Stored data
"""

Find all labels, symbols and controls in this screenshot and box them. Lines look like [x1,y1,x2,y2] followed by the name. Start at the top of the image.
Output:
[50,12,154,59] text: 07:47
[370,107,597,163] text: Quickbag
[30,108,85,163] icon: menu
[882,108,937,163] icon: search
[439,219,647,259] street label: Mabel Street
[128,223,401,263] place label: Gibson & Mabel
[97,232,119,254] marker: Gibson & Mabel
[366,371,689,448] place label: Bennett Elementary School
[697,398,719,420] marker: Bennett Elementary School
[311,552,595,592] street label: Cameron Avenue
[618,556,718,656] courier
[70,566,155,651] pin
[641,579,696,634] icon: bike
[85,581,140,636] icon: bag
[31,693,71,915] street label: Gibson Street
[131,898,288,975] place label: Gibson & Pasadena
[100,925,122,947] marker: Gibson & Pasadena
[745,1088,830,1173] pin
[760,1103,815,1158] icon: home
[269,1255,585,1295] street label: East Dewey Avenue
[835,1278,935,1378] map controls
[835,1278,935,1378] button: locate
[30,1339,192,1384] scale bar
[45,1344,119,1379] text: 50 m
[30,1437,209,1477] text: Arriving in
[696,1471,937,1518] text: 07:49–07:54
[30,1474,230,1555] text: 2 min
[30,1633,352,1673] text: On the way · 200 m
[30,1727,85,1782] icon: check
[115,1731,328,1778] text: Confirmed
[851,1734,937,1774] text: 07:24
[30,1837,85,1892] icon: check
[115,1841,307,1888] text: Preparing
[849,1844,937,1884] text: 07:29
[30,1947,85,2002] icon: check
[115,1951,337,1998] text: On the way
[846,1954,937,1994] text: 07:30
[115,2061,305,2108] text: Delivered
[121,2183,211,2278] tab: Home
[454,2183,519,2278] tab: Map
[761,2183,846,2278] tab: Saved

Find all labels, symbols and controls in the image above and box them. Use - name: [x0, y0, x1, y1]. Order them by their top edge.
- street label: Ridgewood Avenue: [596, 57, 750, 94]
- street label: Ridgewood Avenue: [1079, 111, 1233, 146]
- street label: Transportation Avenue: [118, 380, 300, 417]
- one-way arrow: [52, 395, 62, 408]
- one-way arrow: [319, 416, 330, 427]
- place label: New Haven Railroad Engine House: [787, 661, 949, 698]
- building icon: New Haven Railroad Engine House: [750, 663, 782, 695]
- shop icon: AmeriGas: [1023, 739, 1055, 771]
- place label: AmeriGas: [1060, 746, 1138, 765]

"""

* Task item *
Could you repeat every record word for word?

* Written response *
Find all labels, symbols and controls in this screenshot and box them. Lines look like [x1,y1,x2,y2] followed by the name. Start at the top of the image.
Output:
[50,12,154,59] text: 07:47
[370,107,597,163] text: Quickbag
[30,108,85,163] icon: menu
[882,108,937,163] icon: search
[439,219,647,259] street label: Mabel Street
[128,223,401,263] place label: Gibson & Mabel
[97,232,119,254] marker: Gibson & Mabel
[366,371,689,448] place label: Bennett Elementary School
[697,398,719,420] marker: Bennett Elementary School
[311,552,595,592] street label: Cameron Avenue
[618,556,718,656] courier
[70,566,155,651] pin
[641,579,696,634] icon: bike
[85,581,140,636] icon: bag
[31,693,71,915] street label: Gibson Street
[131,898,288,975] place label: Gibson & Pasadena
[100,925,122,947] marker: Gibson & Pasadena
[745,1088,830,1173] pin
[760,1103,815,1158] icon: home
[269,1255,585,1295] street label: East Dewey Avenue
[835,1278,935,1378] map controls
[835,1278,935,1378] button: locate
[30,1339,192,1384] scale bar
[45,1344,119,1379] text: 50 m
[30,1437,209,1477] text: Arriving in
[696,1471,937,1518] text: 07:49–07:54
[30,1474,230,1555] text: 2 min
[30,1633,352,1673] text: On the way · 200 m
[30,1727,85,1782] icon: check
[115,1731,328,1778] text: Confirmed
[851,1734,937,1774] text: 07:24
[30,1837,85,1892] icon: check
[115,1841,307,1888] text: Preparing
[849,1844,937,1884] text: 07:29
[30,1947,85,2002] icon: check
[115,1951,337,1998] text: On the way
[846,1954,937,1994] text: 07:30
[115,2061,305,2108] text: Delivered
[121,2183,211,2278] tab: Home
[454,2183,519,2278] tab: Map
[761,2183,846,2278] tab: Saved

Find all labels, symbols and controls in the image above and box them. Use - name: [x0, y0, x1, y1]. Order them by their top edge.
- street label: Ridgewood Avenue: [596, 57, 750, 94]
- street label: Ridgewood Avenue: [1079, 111, 1233, 146]
- street label: Transportation Avenue: [118, 380, 300, 417]
- one-way arrow: [52, 395, 62, 408]
- one-way arrow: [319, 416, 330, 427]
- place label: New Haven Railroad Engine House: [787, 661, 949, 698]
- building icon: New Haven Railroad Engine House: [750, 663, 782, 695]
- shop icon: AmeriGas: [1023, 739, 1055, 771]
- place label: AmeriGas: [1060, 746, 1138, 765]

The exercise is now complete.